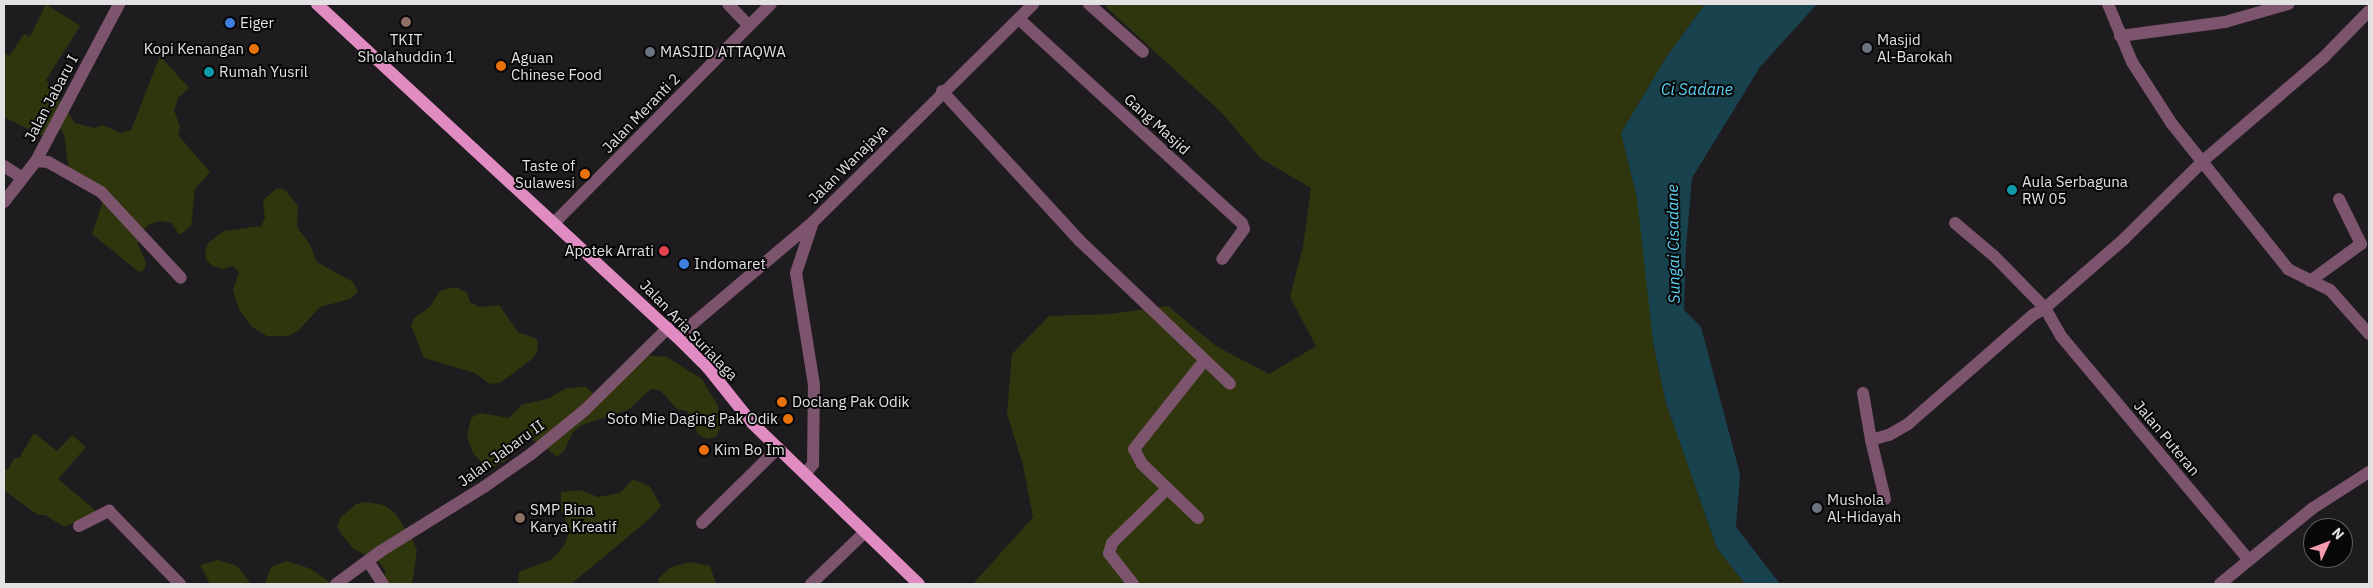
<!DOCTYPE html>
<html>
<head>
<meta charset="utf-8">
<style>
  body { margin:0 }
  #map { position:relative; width:2373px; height:588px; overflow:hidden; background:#1f1c1f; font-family:"IBM Plex Sans",sans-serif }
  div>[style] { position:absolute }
  .green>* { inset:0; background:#2f360d }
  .water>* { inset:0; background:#17424e }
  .minor>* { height:12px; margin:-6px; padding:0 6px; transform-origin:6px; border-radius:6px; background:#7d546e }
  .primary>* { height:12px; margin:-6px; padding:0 6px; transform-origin:6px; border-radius:6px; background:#e08bc2 }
  .dots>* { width:14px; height:14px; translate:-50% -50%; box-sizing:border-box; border:2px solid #080708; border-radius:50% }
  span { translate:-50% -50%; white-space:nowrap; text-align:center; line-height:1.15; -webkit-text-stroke:4px #080708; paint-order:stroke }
  .poi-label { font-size:15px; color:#e3e1e3 }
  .left { translate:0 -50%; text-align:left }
  .right { translate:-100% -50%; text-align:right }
  .street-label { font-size:15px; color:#e3e1e3 }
  .water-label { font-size:16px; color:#5ad2f3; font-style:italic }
  .frame { position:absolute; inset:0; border:5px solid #e3e1e3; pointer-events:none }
  .north { position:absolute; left:2303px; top:518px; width:50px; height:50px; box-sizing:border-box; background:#080708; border:1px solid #605e60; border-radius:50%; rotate:47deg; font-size:14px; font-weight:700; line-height:20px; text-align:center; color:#e3e1e3 }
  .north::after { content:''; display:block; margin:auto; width:18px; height:22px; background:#f29aae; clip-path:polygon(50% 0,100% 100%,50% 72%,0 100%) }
</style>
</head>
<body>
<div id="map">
  <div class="green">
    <i style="clip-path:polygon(46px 4px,80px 26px,46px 80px,75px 123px,94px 128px,103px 125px,120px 133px,131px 130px,160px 56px,189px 88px,178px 98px,174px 110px,180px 127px,178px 135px,210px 172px,195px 189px,191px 226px,180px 235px,171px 223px,160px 221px,150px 224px,138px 235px,138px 244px,146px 263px,144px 270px,139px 272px,92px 234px,105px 195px,69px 171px,64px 134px,59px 126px,54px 136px,40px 135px,4px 117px,4px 52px,9px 56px,24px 34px,30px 37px)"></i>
    <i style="clip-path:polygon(1109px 4px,1705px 4px,1667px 56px,1621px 133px,1638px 202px,1654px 347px,1666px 403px,1717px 548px,1745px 584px,973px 584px,1033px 517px,1023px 465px,1007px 414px,1012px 354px,1049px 316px,1110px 314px,1168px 306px,1216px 346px,1269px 374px,1316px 346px,1290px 297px,1303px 246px,1311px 188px,1260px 158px,1222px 113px,1106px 7px)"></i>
    <i style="clip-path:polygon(277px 188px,285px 190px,298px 206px,297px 227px,309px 243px,317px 262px,353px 282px,358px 292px,350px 299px,320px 307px,298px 331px,288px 336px,267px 336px,251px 326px,239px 309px,233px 290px,239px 273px,233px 266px,223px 269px,213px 266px,206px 260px,205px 251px,209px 242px,224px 231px,261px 226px,265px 218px,263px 200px)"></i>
    <i style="clip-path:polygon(449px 288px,458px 288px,467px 293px,470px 302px,479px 307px,499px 305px,518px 332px,537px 339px,538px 350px,532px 359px,500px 383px,490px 384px,475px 373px,424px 358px,411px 326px,414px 318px,430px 307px,440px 291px)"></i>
    <i style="clip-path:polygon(645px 355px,667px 357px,702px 379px,718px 406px,720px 428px,716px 437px,707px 439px,698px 434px,687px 411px,677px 409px,660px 390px,651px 389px,628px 410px,582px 425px,573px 432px,564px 451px,557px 457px,543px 445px,525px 437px,505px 461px,496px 466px,486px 466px,473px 453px,467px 436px,471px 418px,480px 413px,509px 418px,521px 405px,550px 398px,566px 388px,586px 387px,594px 394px)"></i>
    <i style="clip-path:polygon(34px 433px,57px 451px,72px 435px,86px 447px,58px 479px,99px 513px,64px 527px,45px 515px,38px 515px,4px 490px,4px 468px,8px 470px,14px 458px,19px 458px)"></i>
    <i style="clip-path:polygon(633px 479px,650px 487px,661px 506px,646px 522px,571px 584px,518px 584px,519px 572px,551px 560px,564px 546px,570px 529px,561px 510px,561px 492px,580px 490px,598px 497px,620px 493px)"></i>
    <i style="clip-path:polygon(365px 502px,384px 505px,394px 512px,412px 539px,417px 550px,412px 584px,384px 584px,385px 570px,379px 562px,354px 549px,342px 535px,337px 526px,341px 517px,356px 504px)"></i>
    <i style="clip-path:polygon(218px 560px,237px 566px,251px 584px,210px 584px,200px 565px)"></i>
    <i style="clip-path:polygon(287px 561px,311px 569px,332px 584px,265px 584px,271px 567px)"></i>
    <i style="clip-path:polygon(690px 562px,710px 566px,716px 584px,658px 584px,658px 579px,671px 567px)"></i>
  </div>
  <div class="water">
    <i style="clip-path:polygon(1705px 4px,1817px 4px,1760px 67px,1692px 178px,1686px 248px,1684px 310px,1701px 327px,1740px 474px,1736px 527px,1780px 584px,1745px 584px,1717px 548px,1666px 403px,1653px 342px,1637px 198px,1621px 133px,1667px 56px)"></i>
  </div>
  <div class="minor">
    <i style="left:728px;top:4px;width:30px;rotate:46deg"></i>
    <i style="left:1089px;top:4px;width:72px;rotate:41.6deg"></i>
    <i style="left:2108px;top:4px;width:63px;rotate:67.5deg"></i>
    <i style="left:2132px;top:62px;width:74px;rotate:57.2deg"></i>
    <i style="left:2172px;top:124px;width:186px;rotate:51.3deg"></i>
    <i style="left:2288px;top:269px;width:47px;rotate:26.6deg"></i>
    <i style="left:2330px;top:290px;width:59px;rotate:48.4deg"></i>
    <i style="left:1019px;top:19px;width:302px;rotate:42.5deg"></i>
    <i style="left:1242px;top:223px;width:6px;rotate:72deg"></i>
    <i style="left:1244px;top:229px;width:37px;rotate:126deg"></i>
    <i style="left:2120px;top:36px;width:106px;rotate:-7.6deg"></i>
    <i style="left:2225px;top:22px;width:66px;rotate:-15.9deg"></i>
    <i style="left:942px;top:91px;width:204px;rotate:47.4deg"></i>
    <i style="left:1080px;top:241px;width:207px;rotate:43.6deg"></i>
    <i style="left:36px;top:161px;width:12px;rotate:5deg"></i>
    <i style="left:48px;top:162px;width:61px;rotate:29.5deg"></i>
    <i style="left:101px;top:192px;width:117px;rotate:47.1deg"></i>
    <i style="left:4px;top:166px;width:20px;rotate:33deg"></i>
    <i style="left:4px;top:202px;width:52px;rotate:-52deg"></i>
    <i style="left:36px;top:161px;width:178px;rotate:-62.1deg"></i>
    <i style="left:555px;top:222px;width:307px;rotate:-45.3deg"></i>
    <i style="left:2310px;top:281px;width:63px;rotate:-36deg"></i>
    <i style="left:2361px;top:244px;width:50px;rotate:-116.1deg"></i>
    <i style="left:677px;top:337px;width:178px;rotate:-40.2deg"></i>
    <i style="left:813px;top:222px;width:310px;rotate:-44.7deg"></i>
    <i style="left:1863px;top:393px;width:48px;rotate:80.3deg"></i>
    <i style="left:805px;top:474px;width:13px;rotate:-51deg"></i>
    <i style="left:813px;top:464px;width:79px;rotate:-89.3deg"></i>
    <i style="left:814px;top:385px;width:113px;rotate:-99.1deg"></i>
    <i style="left:796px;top:273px;width:54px;rotate:-71.6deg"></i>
    <i style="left:1885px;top:499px;width:61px;rotate:-103.3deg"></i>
    <i style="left:1871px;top:440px;width:19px;rotate:-16deg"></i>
    <i style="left:1889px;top:435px;width:22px;rotate:-30deg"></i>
    <i style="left:1908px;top:424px;width:166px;rotate:-41.1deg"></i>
    <i style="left:2033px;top:315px;width:14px;rotate:-30deg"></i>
    <i style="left:2045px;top:308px;width:73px;rotate:-134.4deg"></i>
    <i style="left:1994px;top:256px;width:51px;rotate:-139.8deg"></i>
    <i style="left:1198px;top:518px;width:78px;rotate:-136deg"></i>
    <i style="left:1142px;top:464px;width:17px;rotate:-118deg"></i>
    <i style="left:1134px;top:449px;width:106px;rotate:-51.5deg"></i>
    <i style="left:702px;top:523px;width:107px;rotate:-44.6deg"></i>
    <i style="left:79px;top:526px;width:34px;rotate:-27deg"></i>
    <i style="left:109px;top:511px;width:102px;rotate:45.8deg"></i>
    <i style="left:2248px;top:559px;width:291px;rotate:-130deg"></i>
    <i style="left:2061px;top:336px;width:32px;rotate:-120deg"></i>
    <i style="left:2045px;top:308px;width:105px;rotate:-41.1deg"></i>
    <i style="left:2124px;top:239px;width:112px;rotate:-44.6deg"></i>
    <i style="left:2204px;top:160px;width:158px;rotate:-40.6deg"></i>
    <i style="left:2324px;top:57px;width:64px;rotate:-45.6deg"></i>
    <i style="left:368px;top:561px;width:27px;rotate:57deg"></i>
    <i style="left:336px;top:584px;width:56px;rotate:-36.3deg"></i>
    <i style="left:381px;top:551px;width:121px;rotate:-31.9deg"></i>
    <i style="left:484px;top:487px;width:57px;rotate:-35.1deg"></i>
    <i style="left:531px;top:454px;width:70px;rotate:-39.2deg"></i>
    <i style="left:585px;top:410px;width:117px;rotate:-44.7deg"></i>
    <i style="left:811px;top:584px;width:75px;rotate:-43.9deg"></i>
    <i style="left:1133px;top:584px;width:39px;rotate:-128deg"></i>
    <i style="left:1109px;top:553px;width:10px;rotate:-73deg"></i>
    <i style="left:1112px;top:543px;width:78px;rotate:-44.5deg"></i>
    <i style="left:2220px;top:584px;width:120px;rotate:-39.3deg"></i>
    <i style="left:2313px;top:508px;width:67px;rotate:-32.7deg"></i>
  </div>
  <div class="primary">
    <i style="left:317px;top:4px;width:490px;rotate:42.8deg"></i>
    <i style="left:677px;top:337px;width:44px;rotate:45deg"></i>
    <i style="left:708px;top:368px;width:70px;rotate:51.3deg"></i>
    <i style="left:752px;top:423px;width:232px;rotate:44deg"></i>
  </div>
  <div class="dots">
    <i style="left:406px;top:22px;background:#8d6e63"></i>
    <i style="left:230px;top:23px;background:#3f7fe0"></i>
    <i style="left:1867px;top:48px;background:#6b7280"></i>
    <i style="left:254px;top:49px;background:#e8710a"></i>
    <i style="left:650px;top:52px;background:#6b7280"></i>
    <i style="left:501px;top:66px;background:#e8710a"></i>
    <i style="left:209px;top:72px;background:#0f9aa8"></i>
    <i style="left:585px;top:174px;background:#e8710a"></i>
    <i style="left:2012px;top:190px;background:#0f9aa8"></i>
    <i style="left:664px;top:251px;background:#e0444e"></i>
    <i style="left:684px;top:264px;background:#3f7fe0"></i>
    <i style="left:782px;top:402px;background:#e8710a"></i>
    <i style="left:788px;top:419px;background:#e8710a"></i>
    <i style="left:704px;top:450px;background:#e8710a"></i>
    <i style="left:1817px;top:508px;background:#6b7280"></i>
    <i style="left:520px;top:518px;background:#8d6e63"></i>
  </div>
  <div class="poi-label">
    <span class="left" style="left:240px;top:23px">Eiger</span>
    <span style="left:406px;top:48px">TKIT<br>Sholahuddin 1</span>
    <span class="left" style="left:1877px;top:48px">Masjid<br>Al-Barokah</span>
    <span class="right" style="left:244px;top:49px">Kopi Kenangan</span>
    <span class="left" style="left:660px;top:52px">MASJID ATTAQWA</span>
    <span class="left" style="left:511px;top:66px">Aguan<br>Chinese Food</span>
    <span class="left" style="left:219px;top:72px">Rumah Yusril</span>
    <span class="right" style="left:575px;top:174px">Taste of<br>Sulawesi</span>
    <span class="left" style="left:2022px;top:190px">Aula Serbaguna<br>RW 05</span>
    <span class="right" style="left:654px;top:251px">Apotek Arrati</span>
    <span class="left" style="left:694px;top:264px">Indomaret</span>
    <span class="left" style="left:792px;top:402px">Doclang Pak Odik</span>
    <span class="right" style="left:778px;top:419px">Soto Mie Daging Pak Odik</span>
    <span class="left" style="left:714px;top:450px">Kim Bo Im</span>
    <span class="left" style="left:1827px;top:508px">Mushola<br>Al-Hidayah</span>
    <span class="left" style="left:530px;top:518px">SMP Bina<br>Karya Kreatif</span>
  </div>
  <div class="street-label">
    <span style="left:51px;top:98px;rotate:-62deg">Jalan Jabaru I</span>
    <span style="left:641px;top:113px;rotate:-46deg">Jalan Meranti 2</span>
    <span style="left:1157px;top:124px;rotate:42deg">Gang Masjid</span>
    <span style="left:848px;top:164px;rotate:-45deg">Jalan Wanajaya</span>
    <span style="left:689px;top:330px;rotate:46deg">Jalan Aria Surialaga</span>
    <span style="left:2167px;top:438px;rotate:50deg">Jalan Puteran</span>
    <span style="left:501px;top:453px;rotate:-36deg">Jalan Jabaru II</span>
  </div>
  <div class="water-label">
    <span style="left:1697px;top:89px">Ci Sadane</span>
    <span style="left:1673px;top:244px;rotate:-91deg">Sungai Cisadane</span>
  </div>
  <div class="frame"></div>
  <div class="north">N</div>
</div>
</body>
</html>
________________________
## DIRECTIONS FOR THIS TASK
Write out exactly the lines that fall from the line with "translate:-50% -50%; white-space:nowrap;" to the line with "position:absolute; left:2303px; top:518px;" in the records above, keeping both ends.

## WRITTEN SOLUTION
  span { translate:-50% -50%; white-space:nowrap; text-align:center; line-height:1.15; -webkit-text-stroke:4px #080708; paint-order:stroke }
  .poi-label { font-size:15px; color:#e3e1e3 }
  .left { translate:0 -50%; text-align:left }
  .right { translate:-100% -50%; text-align:right }
  .street-label { font-size:15px; color:#e3e1e3 }
  .water-label { font-size:16px; color:#5ad2f3; font-style:italic }
  .frame { position:absolute; inset:0; border:5px solid #e3e1e3; pointer-events:none }
  .north { position:absolute; left:2303px; top:518px; width:50px; height:50px; box-sizing:border-box; background:#080708; border:1px solid #605e60; border-radius:50%; rotate:47deg; font-size:14px; font-weight:700; line-height:20px; text-align:center; color:#e3e1e3 }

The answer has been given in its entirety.